Second, the experimental process

• The first experiment conducted on the basis of the above, it has been Matrix Storage category and class, and the class of Bayes many functions can be used directly after slightly modified, so it is relatively simple to do. The job description for the following:

1. The main functionPETest.cpp

	PE pe;
	pe.setSampleFile("a.txt");
	pe.setClassSize(3);
	pe.setSampleSize(10);
	pe.setVectorLen(1);

	pe.estimate();
	cout<<"ch3_1_a:\n";
	for(int counter = 1; counter <= 3; counter++)
	{
		cout<<"clo "<<counter<<" means :"<<pe.getMean(counter).matrixToFloat()
		<<" variance :"<<pe.getSigma(counter).matrixToFloat()<<endl;
	}

①. The above process is part of the process of a small problem, new objects, where the sample data set file pe.setSampleFile("a.txt");, is provided to estimate parameters of several groups pe.setClassSize(3);, each provided with a number of samples pe.setSampleSize(10);, each sample set dimension pe.setVectorLen(1);of these parameters is provided before each calculation must be set, unless he and the last set is the same as
②. estimate pe.estimate();, obtain estimation results pe.getMean(counter).matrixToFloat()；getMean () retrieves $\ mu$ estimated value, counter obtaining an estimated value which represents the group. matrixToFloat () will be converted to a floating matrix, due to the one-dimensional sample, the final estimate of his value is one-dimensional, but it exists in the form of a matrix, so we can convert him into a float.
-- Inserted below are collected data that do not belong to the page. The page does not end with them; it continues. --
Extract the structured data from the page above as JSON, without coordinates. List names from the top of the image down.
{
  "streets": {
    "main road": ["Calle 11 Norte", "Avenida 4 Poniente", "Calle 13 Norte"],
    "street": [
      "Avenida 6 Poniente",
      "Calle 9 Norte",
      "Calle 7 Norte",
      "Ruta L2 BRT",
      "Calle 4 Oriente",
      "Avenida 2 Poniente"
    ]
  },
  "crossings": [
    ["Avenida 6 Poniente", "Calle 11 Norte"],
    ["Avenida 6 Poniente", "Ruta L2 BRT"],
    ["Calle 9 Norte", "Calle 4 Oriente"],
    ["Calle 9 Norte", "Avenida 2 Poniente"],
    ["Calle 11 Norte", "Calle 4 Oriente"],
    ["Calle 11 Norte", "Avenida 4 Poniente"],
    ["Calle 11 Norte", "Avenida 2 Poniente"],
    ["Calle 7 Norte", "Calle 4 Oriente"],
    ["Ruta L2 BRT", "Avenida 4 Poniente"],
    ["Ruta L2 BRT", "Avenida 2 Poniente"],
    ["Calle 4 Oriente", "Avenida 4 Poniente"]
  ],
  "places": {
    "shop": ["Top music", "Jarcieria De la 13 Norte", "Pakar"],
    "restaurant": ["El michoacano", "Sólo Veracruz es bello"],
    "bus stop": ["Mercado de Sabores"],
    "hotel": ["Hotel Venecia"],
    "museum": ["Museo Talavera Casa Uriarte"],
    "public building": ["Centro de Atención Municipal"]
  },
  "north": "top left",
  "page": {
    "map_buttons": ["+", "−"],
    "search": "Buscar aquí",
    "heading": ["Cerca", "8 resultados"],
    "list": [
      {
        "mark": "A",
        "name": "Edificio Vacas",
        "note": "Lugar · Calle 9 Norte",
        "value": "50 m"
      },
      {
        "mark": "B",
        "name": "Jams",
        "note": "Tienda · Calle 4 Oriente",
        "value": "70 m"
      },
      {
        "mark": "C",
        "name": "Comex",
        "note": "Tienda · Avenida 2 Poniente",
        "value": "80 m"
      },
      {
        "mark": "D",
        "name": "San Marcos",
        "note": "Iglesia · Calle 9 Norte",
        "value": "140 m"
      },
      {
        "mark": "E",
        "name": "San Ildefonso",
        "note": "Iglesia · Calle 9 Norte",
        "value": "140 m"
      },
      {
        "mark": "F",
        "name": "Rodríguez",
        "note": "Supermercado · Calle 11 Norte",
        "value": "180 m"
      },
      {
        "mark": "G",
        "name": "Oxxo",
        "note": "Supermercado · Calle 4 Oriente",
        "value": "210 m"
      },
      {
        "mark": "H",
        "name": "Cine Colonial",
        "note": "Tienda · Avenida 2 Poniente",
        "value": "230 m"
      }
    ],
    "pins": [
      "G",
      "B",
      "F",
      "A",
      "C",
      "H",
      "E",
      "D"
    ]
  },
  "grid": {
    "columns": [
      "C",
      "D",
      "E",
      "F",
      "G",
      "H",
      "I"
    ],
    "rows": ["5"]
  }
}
Of course, you can not convert directly printMatrix () will print it out.
③. B and c small problem small problem approach is the same, just different sample dimensions, not to get into a float after the estimated results, and to use printMatrix () to print out.

pe.setSampleFile("b.txt");
	pe.setClassSize(3);
	pe.setSampleSize(10);
	pe.setVectorLen(2);

	pe.estimate();
	cout<<"\nch3_1_b:\n";
	for(int counter = 1; counter <= 3; counter++)
	{
		cout<<"pair "<<counter<<"\nmeans :";
		pe.getMean(counter).printMatrix();
		cout<<"variance :";
		pe.getSigma(counter).printMatrix();
	}

	pe.setSampleFile("c.txt");
	pe.setClassSize(1);
	pe.setSampleSize(10);
	pe.setVectorLen(3);

	pe.estimate();
	cout<<"\nch3_1_c:\n";
	cout<<"means :";
	pe.getMean(1).printMatrix();
	cout<<"variance :";
	pe.getSigma(1).printMatrix();

④. D small problems,

Third, the experimental results

a small problem results

b small problem results

c small problem results

d small problem results

e small problem

• The above four questions, the same arguments as long as they sample data $\ mu$ estimated value is the same, because no matter which one, they are calculated on the average of each dimension, a dimension not only they, like the other are the same.

f small problem

• For the estimated covariance, using the first three questions $1/n*\sum_{k=1}^n(x_k - \mu)(x_k-\mu)^T$ , and the fourth question, because it is a diagonal matrix, indicating that his estimate is $1/n*\sum_{k=1}^n(x_k - \mu)^2$ , that is, the variance of each dimension are seeking, you can. Such results immediately find out the foregoing method is a non-diagonal elements of the result set to zero.

Fourth, the difficulties encountered

• Is working on the basis of the last to do so is relatively simple. Did not encounter too much difficulty, the most important is the last job in the vs2017 do this go on linux, linux done before on the subject compiled up to three files, and the files are more and for linux the Makefile written not very familiar with, resulting in learning to write Makefile spent more time on it. Learn to write Makefile after a very short summary.